In the listing below, how many lines hold "nowrap"? Give the number only.

[Start of section]

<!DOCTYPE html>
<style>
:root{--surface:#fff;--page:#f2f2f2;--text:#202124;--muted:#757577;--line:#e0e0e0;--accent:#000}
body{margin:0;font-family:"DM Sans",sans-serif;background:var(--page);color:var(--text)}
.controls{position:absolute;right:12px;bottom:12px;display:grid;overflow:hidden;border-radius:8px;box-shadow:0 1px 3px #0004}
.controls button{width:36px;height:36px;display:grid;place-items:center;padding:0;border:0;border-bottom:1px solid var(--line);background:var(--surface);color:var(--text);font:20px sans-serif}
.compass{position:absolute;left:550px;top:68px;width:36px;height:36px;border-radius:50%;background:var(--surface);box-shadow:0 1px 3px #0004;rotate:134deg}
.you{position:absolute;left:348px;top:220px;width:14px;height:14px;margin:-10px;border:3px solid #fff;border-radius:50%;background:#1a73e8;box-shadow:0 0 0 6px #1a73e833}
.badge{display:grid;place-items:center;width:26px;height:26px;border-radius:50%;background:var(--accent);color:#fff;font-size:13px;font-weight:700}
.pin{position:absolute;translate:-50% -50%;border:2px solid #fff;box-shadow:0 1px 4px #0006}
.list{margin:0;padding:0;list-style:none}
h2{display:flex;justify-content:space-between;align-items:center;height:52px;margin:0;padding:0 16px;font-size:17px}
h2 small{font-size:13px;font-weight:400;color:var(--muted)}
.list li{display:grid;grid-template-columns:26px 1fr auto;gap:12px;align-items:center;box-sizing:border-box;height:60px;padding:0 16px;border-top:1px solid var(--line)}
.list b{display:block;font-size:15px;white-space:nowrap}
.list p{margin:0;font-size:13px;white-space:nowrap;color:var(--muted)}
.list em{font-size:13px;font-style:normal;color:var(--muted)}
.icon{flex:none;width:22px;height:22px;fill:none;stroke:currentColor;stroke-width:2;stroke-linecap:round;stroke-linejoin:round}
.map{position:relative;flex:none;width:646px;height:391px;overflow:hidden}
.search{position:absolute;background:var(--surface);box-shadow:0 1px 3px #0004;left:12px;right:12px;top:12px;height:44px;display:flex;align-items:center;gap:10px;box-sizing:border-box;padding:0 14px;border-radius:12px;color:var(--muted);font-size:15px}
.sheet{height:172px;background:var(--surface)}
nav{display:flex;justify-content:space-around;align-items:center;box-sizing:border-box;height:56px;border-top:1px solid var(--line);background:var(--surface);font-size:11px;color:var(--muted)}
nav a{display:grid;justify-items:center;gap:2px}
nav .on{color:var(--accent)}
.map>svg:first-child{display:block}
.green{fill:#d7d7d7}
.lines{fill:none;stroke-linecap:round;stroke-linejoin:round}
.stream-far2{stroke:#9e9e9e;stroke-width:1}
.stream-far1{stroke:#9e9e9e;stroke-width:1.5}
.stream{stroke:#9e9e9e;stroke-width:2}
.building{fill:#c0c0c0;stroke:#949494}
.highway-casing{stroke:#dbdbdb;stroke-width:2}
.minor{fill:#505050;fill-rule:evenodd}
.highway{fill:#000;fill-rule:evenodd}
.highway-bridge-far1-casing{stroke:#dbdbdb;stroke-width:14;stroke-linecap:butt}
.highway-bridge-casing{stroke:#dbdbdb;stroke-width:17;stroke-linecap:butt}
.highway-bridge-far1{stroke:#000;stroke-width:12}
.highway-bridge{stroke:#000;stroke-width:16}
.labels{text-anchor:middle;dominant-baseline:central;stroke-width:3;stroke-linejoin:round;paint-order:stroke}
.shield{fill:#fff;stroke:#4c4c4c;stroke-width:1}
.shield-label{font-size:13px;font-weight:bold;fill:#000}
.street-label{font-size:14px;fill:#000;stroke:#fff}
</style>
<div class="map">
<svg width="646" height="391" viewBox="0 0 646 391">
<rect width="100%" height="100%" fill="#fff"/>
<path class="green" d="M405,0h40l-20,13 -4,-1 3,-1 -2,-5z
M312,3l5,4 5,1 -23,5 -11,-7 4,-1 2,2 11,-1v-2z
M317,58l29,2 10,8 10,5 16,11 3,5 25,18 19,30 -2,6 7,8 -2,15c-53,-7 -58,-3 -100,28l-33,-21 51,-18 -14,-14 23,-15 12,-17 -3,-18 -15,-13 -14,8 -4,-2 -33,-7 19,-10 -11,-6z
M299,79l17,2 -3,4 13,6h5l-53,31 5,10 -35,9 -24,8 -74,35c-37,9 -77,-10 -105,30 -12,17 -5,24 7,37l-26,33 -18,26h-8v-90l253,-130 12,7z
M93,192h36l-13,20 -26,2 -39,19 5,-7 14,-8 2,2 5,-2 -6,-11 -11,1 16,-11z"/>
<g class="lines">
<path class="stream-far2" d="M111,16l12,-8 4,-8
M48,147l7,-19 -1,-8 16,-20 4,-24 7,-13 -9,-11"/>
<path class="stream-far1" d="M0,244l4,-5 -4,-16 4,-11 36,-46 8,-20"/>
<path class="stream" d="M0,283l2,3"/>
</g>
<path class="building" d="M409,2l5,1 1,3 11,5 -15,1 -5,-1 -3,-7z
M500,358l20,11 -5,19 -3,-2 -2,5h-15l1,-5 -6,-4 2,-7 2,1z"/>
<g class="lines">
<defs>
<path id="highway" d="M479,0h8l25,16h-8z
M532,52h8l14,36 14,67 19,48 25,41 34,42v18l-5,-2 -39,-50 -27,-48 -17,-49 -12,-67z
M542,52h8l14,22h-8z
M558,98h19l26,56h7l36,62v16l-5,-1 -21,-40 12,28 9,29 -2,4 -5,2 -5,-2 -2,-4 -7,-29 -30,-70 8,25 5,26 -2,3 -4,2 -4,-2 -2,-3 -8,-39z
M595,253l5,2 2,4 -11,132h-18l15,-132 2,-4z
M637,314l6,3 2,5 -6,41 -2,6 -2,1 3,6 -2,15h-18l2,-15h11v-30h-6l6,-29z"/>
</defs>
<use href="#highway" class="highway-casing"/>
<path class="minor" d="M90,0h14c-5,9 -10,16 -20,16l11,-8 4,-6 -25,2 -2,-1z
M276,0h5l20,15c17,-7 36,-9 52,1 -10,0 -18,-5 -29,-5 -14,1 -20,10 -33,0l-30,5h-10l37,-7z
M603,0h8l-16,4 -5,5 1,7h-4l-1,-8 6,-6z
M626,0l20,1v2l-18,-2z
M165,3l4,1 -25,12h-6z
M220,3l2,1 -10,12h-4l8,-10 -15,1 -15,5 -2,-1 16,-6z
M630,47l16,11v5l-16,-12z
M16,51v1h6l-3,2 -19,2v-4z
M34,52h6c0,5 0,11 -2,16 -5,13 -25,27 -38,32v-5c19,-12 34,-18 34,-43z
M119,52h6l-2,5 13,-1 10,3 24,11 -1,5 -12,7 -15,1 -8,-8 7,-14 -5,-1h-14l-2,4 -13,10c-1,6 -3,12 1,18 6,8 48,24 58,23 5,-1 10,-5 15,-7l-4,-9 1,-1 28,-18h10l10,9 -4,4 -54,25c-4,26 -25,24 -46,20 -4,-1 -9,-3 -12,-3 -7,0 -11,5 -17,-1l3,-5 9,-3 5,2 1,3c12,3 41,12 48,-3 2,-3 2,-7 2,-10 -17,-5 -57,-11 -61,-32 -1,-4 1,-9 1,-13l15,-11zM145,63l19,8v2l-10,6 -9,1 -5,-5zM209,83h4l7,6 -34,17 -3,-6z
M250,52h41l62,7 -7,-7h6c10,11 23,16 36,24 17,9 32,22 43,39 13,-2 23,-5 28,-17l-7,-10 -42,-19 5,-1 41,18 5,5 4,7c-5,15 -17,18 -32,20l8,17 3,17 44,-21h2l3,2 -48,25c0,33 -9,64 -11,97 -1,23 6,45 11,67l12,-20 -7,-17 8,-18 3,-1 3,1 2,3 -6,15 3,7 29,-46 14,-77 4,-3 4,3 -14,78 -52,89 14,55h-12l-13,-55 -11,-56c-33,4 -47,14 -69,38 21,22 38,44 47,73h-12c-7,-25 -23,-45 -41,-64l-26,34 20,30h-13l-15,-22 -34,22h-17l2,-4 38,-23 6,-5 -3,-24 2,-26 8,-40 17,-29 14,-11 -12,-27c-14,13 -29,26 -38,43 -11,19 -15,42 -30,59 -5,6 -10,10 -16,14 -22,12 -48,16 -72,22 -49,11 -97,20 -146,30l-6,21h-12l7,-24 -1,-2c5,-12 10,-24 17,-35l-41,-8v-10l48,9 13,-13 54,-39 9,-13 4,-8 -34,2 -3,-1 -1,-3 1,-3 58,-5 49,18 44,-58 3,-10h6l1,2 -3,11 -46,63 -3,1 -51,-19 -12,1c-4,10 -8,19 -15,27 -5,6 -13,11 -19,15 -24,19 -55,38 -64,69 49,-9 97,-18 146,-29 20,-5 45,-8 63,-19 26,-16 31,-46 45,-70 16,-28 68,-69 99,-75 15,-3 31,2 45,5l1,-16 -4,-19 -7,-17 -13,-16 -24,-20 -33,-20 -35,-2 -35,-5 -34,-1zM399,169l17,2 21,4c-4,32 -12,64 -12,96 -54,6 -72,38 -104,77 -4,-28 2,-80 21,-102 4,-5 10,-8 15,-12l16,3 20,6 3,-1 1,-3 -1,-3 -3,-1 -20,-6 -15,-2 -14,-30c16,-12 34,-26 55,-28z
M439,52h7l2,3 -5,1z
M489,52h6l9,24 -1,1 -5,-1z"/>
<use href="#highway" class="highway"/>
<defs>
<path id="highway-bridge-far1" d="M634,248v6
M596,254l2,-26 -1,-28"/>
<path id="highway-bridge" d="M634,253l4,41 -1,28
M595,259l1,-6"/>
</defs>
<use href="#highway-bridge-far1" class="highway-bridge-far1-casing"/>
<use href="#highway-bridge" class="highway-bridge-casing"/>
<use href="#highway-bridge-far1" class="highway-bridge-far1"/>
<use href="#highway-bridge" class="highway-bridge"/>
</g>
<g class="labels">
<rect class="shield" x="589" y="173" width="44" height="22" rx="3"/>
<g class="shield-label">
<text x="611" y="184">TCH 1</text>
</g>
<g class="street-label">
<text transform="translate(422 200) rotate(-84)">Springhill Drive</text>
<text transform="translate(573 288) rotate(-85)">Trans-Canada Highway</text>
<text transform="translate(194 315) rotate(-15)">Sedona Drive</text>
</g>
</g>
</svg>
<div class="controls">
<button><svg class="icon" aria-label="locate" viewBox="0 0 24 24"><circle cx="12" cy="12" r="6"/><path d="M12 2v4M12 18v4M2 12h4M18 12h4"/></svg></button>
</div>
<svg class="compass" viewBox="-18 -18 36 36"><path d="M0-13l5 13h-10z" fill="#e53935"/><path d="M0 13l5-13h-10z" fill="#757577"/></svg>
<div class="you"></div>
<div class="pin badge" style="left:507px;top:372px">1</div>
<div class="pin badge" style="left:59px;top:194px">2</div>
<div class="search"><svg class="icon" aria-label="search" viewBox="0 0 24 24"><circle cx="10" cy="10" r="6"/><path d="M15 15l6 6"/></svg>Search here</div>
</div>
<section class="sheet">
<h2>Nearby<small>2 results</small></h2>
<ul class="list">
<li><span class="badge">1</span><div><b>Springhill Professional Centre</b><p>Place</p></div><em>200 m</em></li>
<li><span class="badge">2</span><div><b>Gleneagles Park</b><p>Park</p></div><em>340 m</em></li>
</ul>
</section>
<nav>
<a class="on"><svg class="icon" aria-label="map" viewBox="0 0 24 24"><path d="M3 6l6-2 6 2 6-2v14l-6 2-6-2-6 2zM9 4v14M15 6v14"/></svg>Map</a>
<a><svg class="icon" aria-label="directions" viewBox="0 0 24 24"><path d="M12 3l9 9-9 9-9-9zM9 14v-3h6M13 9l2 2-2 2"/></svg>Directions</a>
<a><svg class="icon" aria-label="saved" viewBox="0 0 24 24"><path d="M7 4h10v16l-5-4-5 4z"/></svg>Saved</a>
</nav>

[End of section]

■ RESPONSE TO THE EXERCISE: 2